### Data for the task

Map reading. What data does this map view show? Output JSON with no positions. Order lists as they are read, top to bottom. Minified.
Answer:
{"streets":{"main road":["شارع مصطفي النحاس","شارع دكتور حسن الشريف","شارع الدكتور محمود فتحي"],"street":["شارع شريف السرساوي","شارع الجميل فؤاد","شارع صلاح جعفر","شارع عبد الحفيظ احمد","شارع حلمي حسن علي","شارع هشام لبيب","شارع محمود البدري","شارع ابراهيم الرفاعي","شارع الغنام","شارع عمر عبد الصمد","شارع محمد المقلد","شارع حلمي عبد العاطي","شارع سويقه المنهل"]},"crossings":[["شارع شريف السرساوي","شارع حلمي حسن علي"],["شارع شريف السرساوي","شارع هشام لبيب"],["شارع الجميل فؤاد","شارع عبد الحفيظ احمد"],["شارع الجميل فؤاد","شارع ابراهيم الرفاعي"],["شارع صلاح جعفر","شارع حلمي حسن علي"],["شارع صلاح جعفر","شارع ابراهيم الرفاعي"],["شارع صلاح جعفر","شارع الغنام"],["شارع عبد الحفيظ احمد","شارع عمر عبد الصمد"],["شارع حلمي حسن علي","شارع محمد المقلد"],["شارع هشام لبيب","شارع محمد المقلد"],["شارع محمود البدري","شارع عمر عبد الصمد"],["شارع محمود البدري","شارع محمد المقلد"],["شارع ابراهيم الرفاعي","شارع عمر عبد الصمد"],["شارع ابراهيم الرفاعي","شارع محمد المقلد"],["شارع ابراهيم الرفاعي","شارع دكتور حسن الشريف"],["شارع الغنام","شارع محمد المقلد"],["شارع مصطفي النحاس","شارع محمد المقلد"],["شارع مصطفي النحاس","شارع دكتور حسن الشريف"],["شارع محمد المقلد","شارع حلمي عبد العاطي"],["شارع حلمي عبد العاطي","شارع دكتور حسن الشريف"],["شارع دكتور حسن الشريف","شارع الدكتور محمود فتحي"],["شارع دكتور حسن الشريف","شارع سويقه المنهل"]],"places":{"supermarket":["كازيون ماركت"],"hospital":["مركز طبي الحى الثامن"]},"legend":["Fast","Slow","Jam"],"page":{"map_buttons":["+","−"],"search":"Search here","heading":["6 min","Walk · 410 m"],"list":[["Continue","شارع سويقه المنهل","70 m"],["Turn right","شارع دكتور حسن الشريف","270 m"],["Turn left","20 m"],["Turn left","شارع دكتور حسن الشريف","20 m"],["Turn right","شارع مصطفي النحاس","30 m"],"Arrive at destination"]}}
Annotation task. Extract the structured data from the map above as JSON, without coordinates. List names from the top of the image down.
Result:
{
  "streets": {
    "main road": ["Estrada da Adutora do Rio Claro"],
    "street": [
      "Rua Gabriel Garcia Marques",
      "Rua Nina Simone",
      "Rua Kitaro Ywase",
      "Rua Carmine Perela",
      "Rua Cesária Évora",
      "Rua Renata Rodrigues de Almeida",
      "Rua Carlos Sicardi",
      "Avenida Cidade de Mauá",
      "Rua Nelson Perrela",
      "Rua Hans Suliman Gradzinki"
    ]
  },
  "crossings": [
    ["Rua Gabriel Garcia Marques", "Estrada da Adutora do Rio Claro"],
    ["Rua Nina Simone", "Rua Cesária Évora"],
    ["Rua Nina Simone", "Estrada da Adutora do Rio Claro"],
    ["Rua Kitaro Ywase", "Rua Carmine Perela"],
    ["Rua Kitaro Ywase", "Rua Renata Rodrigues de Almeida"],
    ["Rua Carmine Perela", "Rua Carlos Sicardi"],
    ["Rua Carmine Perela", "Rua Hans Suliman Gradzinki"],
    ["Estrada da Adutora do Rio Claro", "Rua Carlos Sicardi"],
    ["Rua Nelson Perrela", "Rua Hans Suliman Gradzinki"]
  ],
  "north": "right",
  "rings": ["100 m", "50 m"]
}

######

▸ Task goal: With nothing omitted, set down all of the records again.

▸ Response to this task:
Map reading. What data does this map view show? Output JSON with no positions. Order lists as they are read, top to bottom. Minified.
Answer:
{"streets":{"main road":["شارع مصطفي النحاس","شارع دكتور حسن الشريف","شارع الدكتور محمود فتحي"],"street":["شارع شريف السرساوي","شارع الجميل فؤاد","شارع صلاح جعفر","شارع عبد الحفيظ احمد","شارع حلمي حسن علي","شارع هشام لبيب","شارع محمود البدري","شارع ابراهيم الرفاعي","شارع الغنام","شارع عمر عبد الصمد","شارع محمد المقلد","شارع حلمي عبد العاطي","شارع سويقه المنهل"]},"crossings":[["شارع شريف السرساوي","شارع حلمي حسن علي"],["شارع شريف السرساوي","شارع هشام لبيب"],["شارع الجميل فؤاد","شارع عبد الحفيظ احمد"],["شارع الجميل فؤاد","شارع ابراهيم الرفاعي"],["شارع صلاح جعفر","شارع حلمي حسن علي"],["شارع صلاح جعفر","شارع ابراهيم الرفاعي"],["شارع صلاح جعفر","شارع الغنام"],["شارع عبد الحفيظ احمد","شارع عمر عبد الصمد"],["شارع حلمي حسن علي","شارع محمد المقلد"],["شارع هشام لبيب","شارع محمد المقلد"],["شارع محمود البدري","شارع عمر عبد الصمد"],["شارع محمود البدري","شارع محمد المقلد"],["شارع ابراهيم الرفاعي","شارع عمر عبد الصمد"],["شارع ابراهيم الرفاعي","شارع محمد المقلد"],["شارع ابراهيم الرفاعي","شارع دكتور حسن الشريف"],["شارع الغنام","شارع محمد المقلد"],["شارع مصطفي النحاس","شارع محمد المقلد"],["شارع مصطفي النحاس","شارع دكتور حسن الشريف"],["شارع محمد المقلد","شارع حلمي عبد العاطي"],["شارع حلمي عبد العاطي","شارع دكتور حسن الشريف"],["شارع دكتور حسن الشريف","شارع الدكتور محمود فتحي"],["شارع دكتور حسن الشريف","شارع سويقه المنهل"]],"places":{"supermarket":["كازيون ماركت"],"hospital":["مركز طبي الحى الثامن"]},"legend":["Fast","Slow","Jam"],"page":{"map_buttons":["+","−"],"search":"Search here","heading":["6 min","Walk · 410 m"],"list":[["Continue","شارع سويقه المنهل","70 m"],["Turn right","شارع دكتور حسن الشريف","270 m"],["Turn left","20 m"],["Turn left","شارع دكتور حسن الشريف","20 m"],["Turn right","شارع مصطفي النحاس","30 m"],"Arrive at destination"]}}
Annotation task. Extract the structured data from the map above as JSON, without coordinates. List names from the top of the image down.
Result:
{
  "streets": {
    "main road": ["Estrada da Adutora do Rio Claro"],
    "street": [
      "Rua Gabriel Garcia Marques",
      "Rua Nina Simone",
      "Rua Kitaro Ywase",
      "Rua Carmine Perela",
      "Rua Cesária Évora",
      "Rua Renata Rodrigues de Almeida",
      "Rua Carlos Sicardi",
      "Avenida Cidade de Mauá",
      "Rua Nelson Perrela",
      "Rua Hans Suliman Gradzinki"
    ]
  },
  "crossings": [
    ["Rua Gabriel Garcia Marques", "Estrada da Adutora do Rio Claro"],
    ["Rua Nina Simone", "Rua Cesária Évora"],
    ["Rua Nina Simone", "Estrada da Adutora do Rio Claro"],
    ["Rua Kitaro Ywase", "Rua Carmine Perela"],
    ["Rua Kitaro Ywase", "Rua Renata Rodrigues de Almeida"],
    ["Rua Carmine Perela", "Rua Carlos Sicardi"],
    ["Rua Carmine Perela", "Rua Hans Suliman Gradzinki"],
    ["Estrada da Adutora do Rio Claro", "Rua Carlos Sicardi"],
    ["Rua Nelson Perrela", "Rua Hans Suliman Gradzinki"]
  ],
  "north": "right",
  "rings": ["100 m", "50 m"]
}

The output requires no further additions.